═════ EXTRACTED ENTRIES ═════

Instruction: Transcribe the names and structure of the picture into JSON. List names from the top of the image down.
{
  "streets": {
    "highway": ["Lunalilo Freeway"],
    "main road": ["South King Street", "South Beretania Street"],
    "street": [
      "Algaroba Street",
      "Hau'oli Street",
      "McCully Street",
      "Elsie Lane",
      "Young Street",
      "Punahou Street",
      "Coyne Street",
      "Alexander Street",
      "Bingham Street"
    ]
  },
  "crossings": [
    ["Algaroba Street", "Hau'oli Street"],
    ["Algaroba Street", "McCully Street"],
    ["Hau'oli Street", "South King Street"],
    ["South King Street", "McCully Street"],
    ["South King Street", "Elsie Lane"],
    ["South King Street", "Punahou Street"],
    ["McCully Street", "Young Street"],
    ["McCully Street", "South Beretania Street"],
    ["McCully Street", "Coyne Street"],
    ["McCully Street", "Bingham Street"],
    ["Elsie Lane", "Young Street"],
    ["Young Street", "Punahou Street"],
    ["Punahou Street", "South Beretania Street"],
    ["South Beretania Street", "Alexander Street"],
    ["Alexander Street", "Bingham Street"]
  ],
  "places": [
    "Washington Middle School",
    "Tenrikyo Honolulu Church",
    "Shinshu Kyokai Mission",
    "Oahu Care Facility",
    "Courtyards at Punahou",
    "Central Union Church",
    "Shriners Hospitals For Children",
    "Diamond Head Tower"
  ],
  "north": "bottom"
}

═════

§ WHAT YOU HAVE TO DO
Go through the data above and return every line exactly.

§ ANSWER TO THIS TASK
Instruction: Transcribe the names and structure of the picture into JSON. List names from the top of the image down.
{
  "streets": {
    "highway": ["Lunalilo Freeway"],
    "main road": ["South King Street", "South Beretania Street"],
    "street": [
      "Algaroba Street",
      "Hau'oli Street",
      "McCully Street",
      "Elsie Lane",
      "Young Street",
      "Punahou Street",
      "Coyne Street",
      "Alexander Street",
      "Bingham Street"
    ]
  },
  "crossings": [
    ["Algaroba Street", "Hau'oli Street"],
    ["Algaroba Street", "McCully Street"],
    ["Hau'oli Street", "South King Street"],
    ["South King Street", "McCully Street"],
    ["South King Street", "Elsie Lane"],
    ["South King Street", "Punahou Street"],
    ["McCully Street", "Young Street"],
    ["McCully Street", "South Beretania Street"],
    ["McCully Street", "Coyne Street"],
    ["McCully Street", "Bingham Street"],
    ["Elsie Lane", "Young Street"],
    ["Young Street", "Punahou Street"],
    ["Punahou Street", "South Beretania Street"],
    ["South Beretania Street", "Alexander Street"],
    ["Alexander Street", "Bingham Street"]
  ],
  "places": [
    "Washington Middle School",
    "Tenrikyo Honolulu Church",
    "Shinshu Kyokai Mission",
    "Oahu Care Facility",
    "Courtyards at Punahou",
    "Central Union Church",
    "Shriners Hospitals For Children",
    "Diamond Head Tower"
  ],
  "north": "bottom"
}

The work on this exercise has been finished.